He still had it. That thought. It slithered in as his hands sneaked out the object of interest from people’s pockets or bags or whatever. That thought. What would happen if he got caught?

He’d been caught. Of course he had been caught—everybody would get caught doing something if they did it long enough. And after that, if they continued, they might just get to be good enough at it that they wouldn’t get caught again. But if the punishment was terrifying enough, they’d either stop doing it all together, or they’d always have that thought. At least when doing a challenging job.

So, there he was—on a train, bumbling its way across the border. He was headed for Paris, France. He’d just finished a job there and had been on his way to Germany when he’d told to go back to Paris with the artifact still in his possession.

That thought nagged again.

The request was off. Somewhere, deep in the pit of his stomach, restlessness stirred.

So, maybe he should just stop thinking about it? Stop thinking about why the transfer was to be done in Paris and not in Germany as first agreed upon.

That thought. What would happen if he got caught with an incunabula worth seventeen thousand euros he’d just stolen not a hundred miles from his current location less than twenty-four hours earlier? Probably a lot more than when he’d been caught by the guy who’d sent him on the job in the first place. The guy who was the reason for that thought. The guy who knew how to punish an eleven-year-old pickpocket caught on the grounds of a traveling family fair.

Well, he and his dad hadn’t been traveling with the fair—they’d just followed a few of them all over the states and scammed and picked pockets and tried to keep away from anything resembling authority.

He didn’t think he had ever been so scared in his short life, and at that point, he had been pretty sure his life wasn’t going to be much longer than another twenty minutes.
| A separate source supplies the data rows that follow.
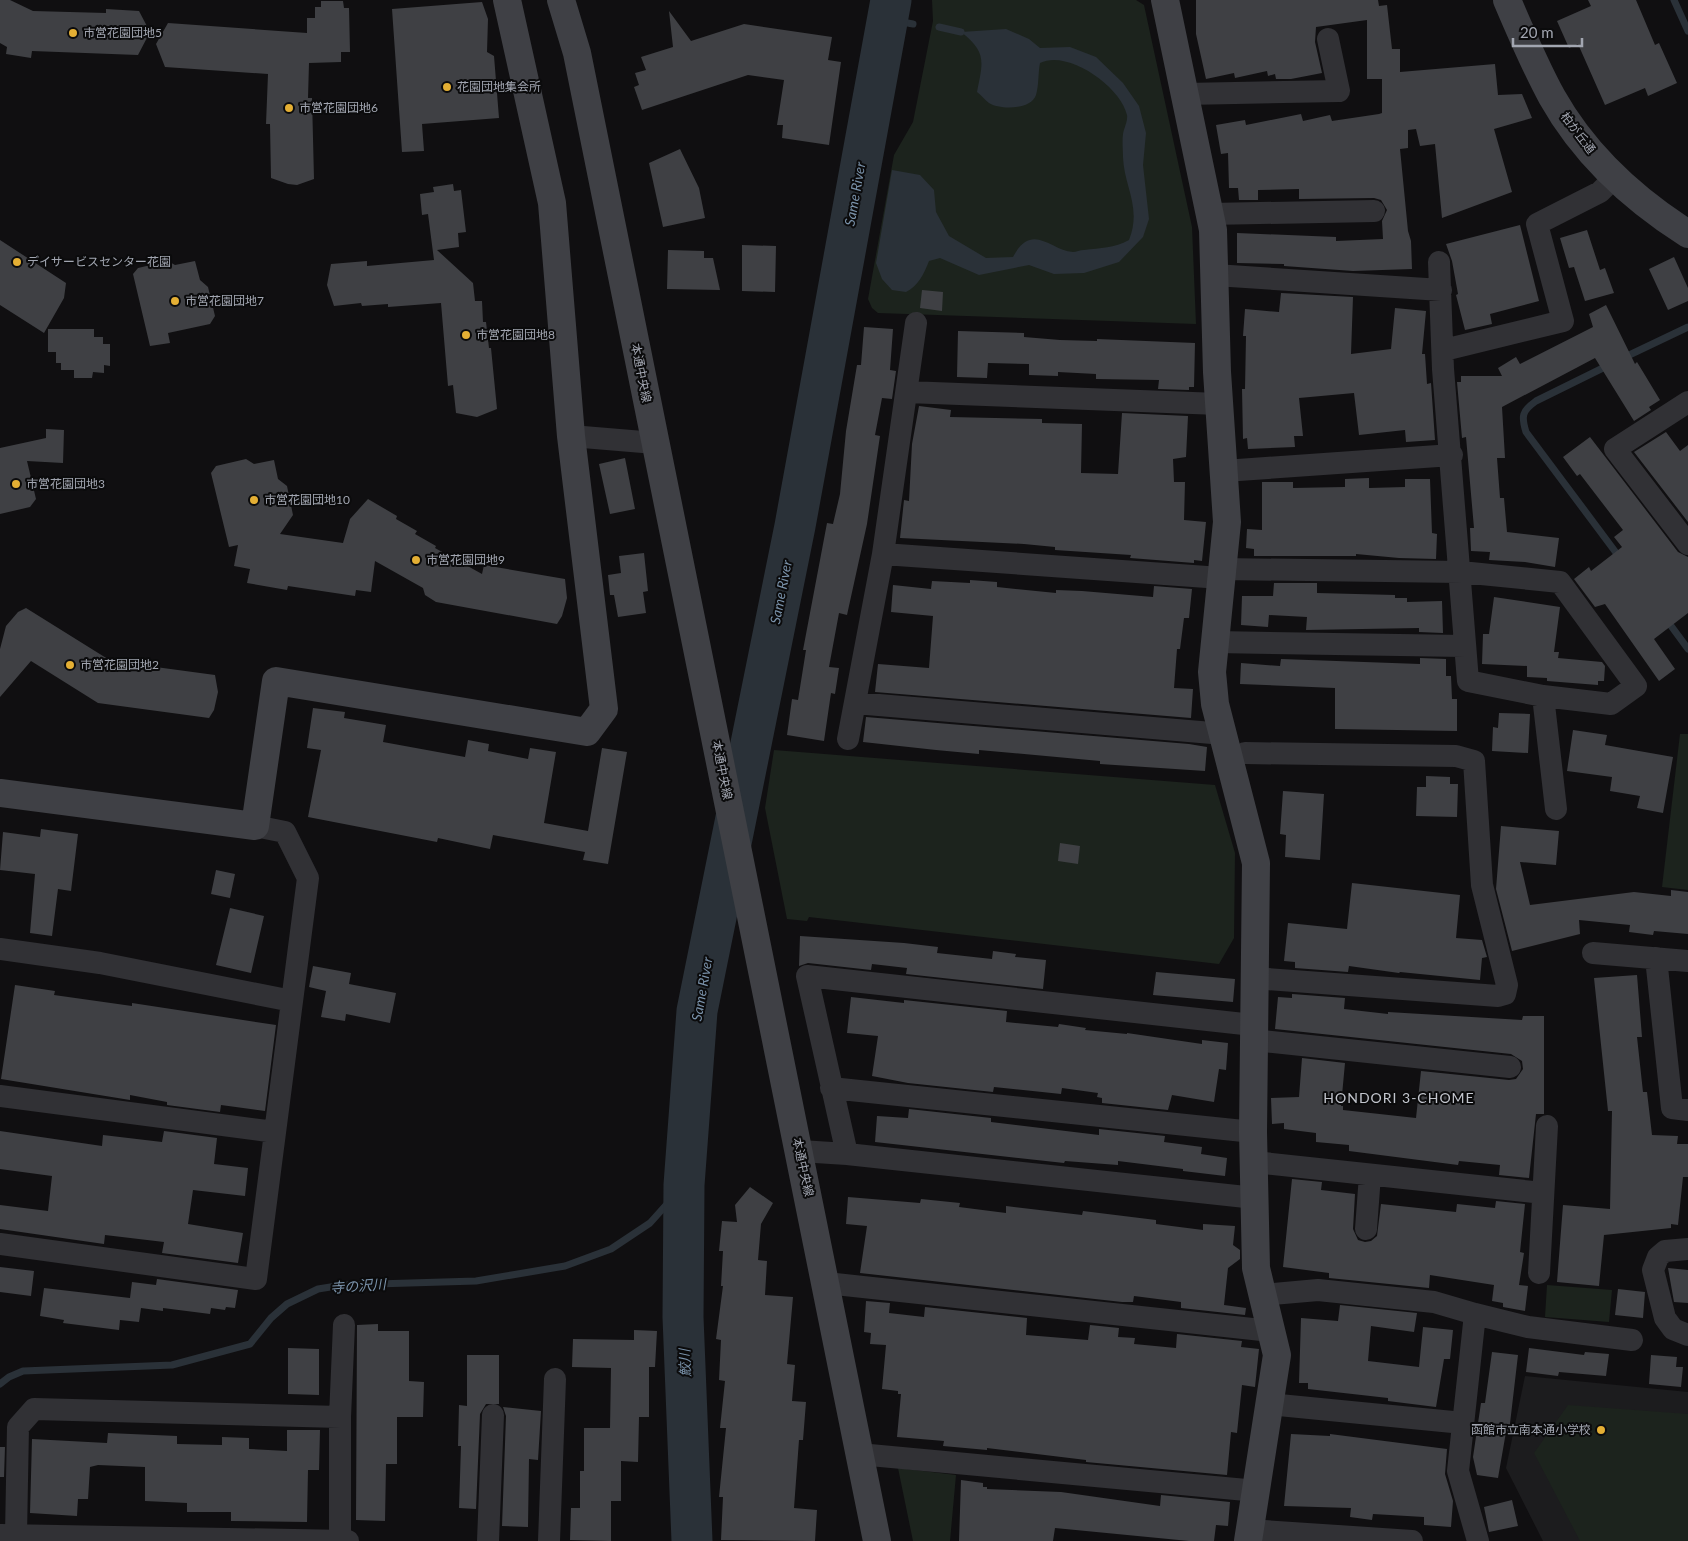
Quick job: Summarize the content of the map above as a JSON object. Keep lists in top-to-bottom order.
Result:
{
  "streets": {
    "street": ["柏が丘通", "本通中央線"]
  },
  "districts": ["HONDORI 3-CHOME"],
  "water": ["Same River", "寺の沢川", "鮫川"],
  "places": [
    "市営花園団地5",
    "花園団地集会所",
    "市営花園団地6",
    "デイサービスセンター花園",
    "市営花園団地7",
    "市営花園団地8",
    "市営花園団地3",
    "市営花園団地10",
    "市営花園団地9",
    "市営花園団地2",
    "函館市立南本通小学校"
  ],
  "scale_bar": "20 m"
}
He hadn’t thought about it in years, and yet his mind took him back.

 

Sixteen years earlier

 

It was big, it was white, and it was empty in a way I had never known. The room had one door, one chair, and one table, but it was spacious enough to hold at least ten more of each. I had been carried through the door blindfolded, planted on a chair, and handcuffed to the table. A hoodie-clad guy had pulled off the blindfold and left me there alone in that big, white, and empty room. My heaving breath echoed back to me.

At the age of eleven, fear is that creeping feeling triggered by that faceless thing that goes bump in the night. Or the monster under your bed that the other kids told you is called the Boogeyman. It’s that thing that makes you wait until you almost pee in your bed before you hurry to the bathroom in the dead of night. At this age, I didn’t even have a word for the feeling that this big, empty room breathing back at me caused. I do now. Terror-stricken.
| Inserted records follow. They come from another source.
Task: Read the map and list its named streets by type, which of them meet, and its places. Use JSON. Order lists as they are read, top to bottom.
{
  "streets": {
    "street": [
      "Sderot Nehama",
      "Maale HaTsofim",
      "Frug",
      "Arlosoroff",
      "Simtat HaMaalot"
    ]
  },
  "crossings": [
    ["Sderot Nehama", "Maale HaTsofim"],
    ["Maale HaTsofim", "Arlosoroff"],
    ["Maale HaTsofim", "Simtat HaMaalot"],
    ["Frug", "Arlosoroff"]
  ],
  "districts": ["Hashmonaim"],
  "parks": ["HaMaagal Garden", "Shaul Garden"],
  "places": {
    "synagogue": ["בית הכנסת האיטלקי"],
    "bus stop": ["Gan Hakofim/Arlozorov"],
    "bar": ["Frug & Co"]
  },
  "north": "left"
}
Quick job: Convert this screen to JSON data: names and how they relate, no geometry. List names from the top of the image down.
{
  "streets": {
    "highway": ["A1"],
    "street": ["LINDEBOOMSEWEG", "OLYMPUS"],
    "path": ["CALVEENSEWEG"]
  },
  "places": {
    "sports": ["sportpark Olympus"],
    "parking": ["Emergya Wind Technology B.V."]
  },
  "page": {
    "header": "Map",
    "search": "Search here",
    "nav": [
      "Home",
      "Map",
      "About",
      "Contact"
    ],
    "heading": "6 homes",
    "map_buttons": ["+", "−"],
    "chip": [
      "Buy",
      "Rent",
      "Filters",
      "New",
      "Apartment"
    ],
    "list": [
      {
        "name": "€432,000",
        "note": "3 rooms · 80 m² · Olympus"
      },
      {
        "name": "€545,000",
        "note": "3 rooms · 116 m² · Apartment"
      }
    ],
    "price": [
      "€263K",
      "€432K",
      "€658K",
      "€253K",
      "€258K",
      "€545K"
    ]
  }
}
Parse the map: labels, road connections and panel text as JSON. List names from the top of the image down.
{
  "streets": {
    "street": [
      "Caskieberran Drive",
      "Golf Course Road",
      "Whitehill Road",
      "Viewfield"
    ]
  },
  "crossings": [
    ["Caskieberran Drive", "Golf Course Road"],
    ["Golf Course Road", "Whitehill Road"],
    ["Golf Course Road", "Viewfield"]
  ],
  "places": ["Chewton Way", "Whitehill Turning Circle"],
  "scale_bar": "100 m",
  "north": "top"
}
Whether it was the vastness of the room’s size or all the white that sucked up time, I cannot say, but to this day I still have no idea how long I sat there alone. I do, however, remember the deafening thud of the door as it was pushed open with enough force for the handle to make a permanent indentation in the wall.

Three men entered—one of them being the guy who’d left me there. He still didn’t say anything, and he still didn’t look like he intended to anytime soon.
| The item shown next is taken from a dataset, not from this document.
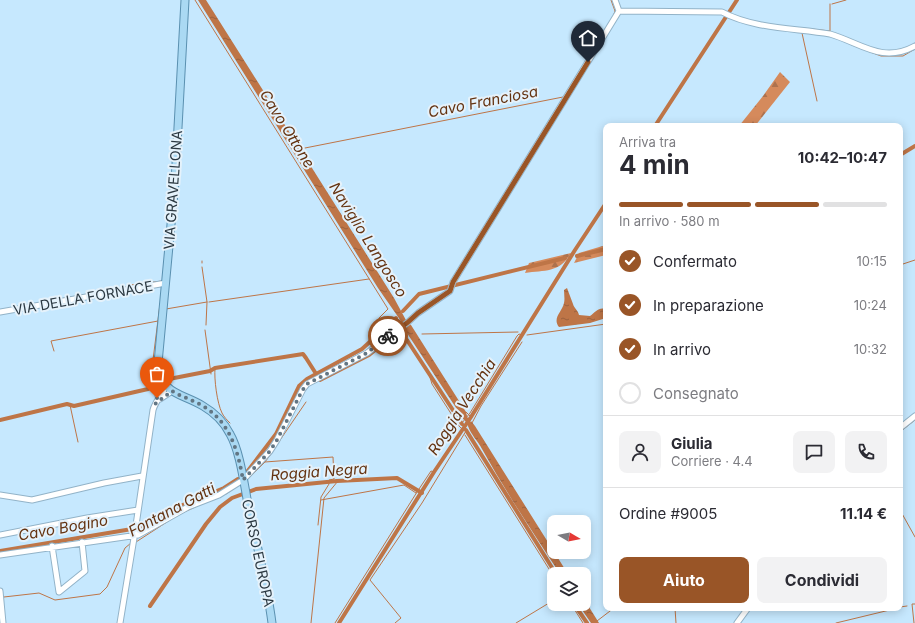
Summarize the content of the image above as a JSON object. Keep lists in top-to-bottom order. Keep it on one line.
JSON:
{"streets":{"main road":["VIA GRAVELLONA","CORSO EUROPA"],"street":["VIA DELLA FORNACE"]},"crossings":[["VIA GRAVELLONA","VIA DELLA FORNACE"],["VIA GRAVELLONA","CORSO EUROPA"]],"water":["Cavo Franciosa","Cavo Ottone","Naviglio Langosco","Roggia Vecchia","Roggia Negra","Fontana Gatti","Cavo Bogino"],"north":"right","page":{"heading":["4 min","Arriva tra","10:42–10:47"],"panel":["Giulia","Corriere · 4.4","Ordine #9005","11.14 €"],"bar":"In arrivo · 580 m","list":[["Confermato","10:15"],["In preparazione","10:24"],["In arrivo","10:32"],"Consegnato"],"buttons":["Aiuto","Condividi"]}}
I studied and weighed them. It was something I’d taught myself over the years as my dad and I had sought out the next sucker to pay for our next meal or Dad’s next drink. I would categorize the targets on a scale from one to ten, which ranged them from gullible to cop. No need to mention that once we got close to cop, I’d start to look around for another sucker. But here was a whole new kind of number ten. Dad had told me about what we had to stay alerted for—cops and bouncers were our usual ten. He’d mentioned another ten once. He’d mumbled it as I pulled him from a pile of trash, and he smelled of vomit and blood.

“If you ever have to run in your life, son, then run faster from the ones you owe money than anyone else.”

When reaching adulthood and having to stand on your own two feet, it’s nice to have a collection of wise words from your old man and…this is what I got. Oh yeah, and my favorite.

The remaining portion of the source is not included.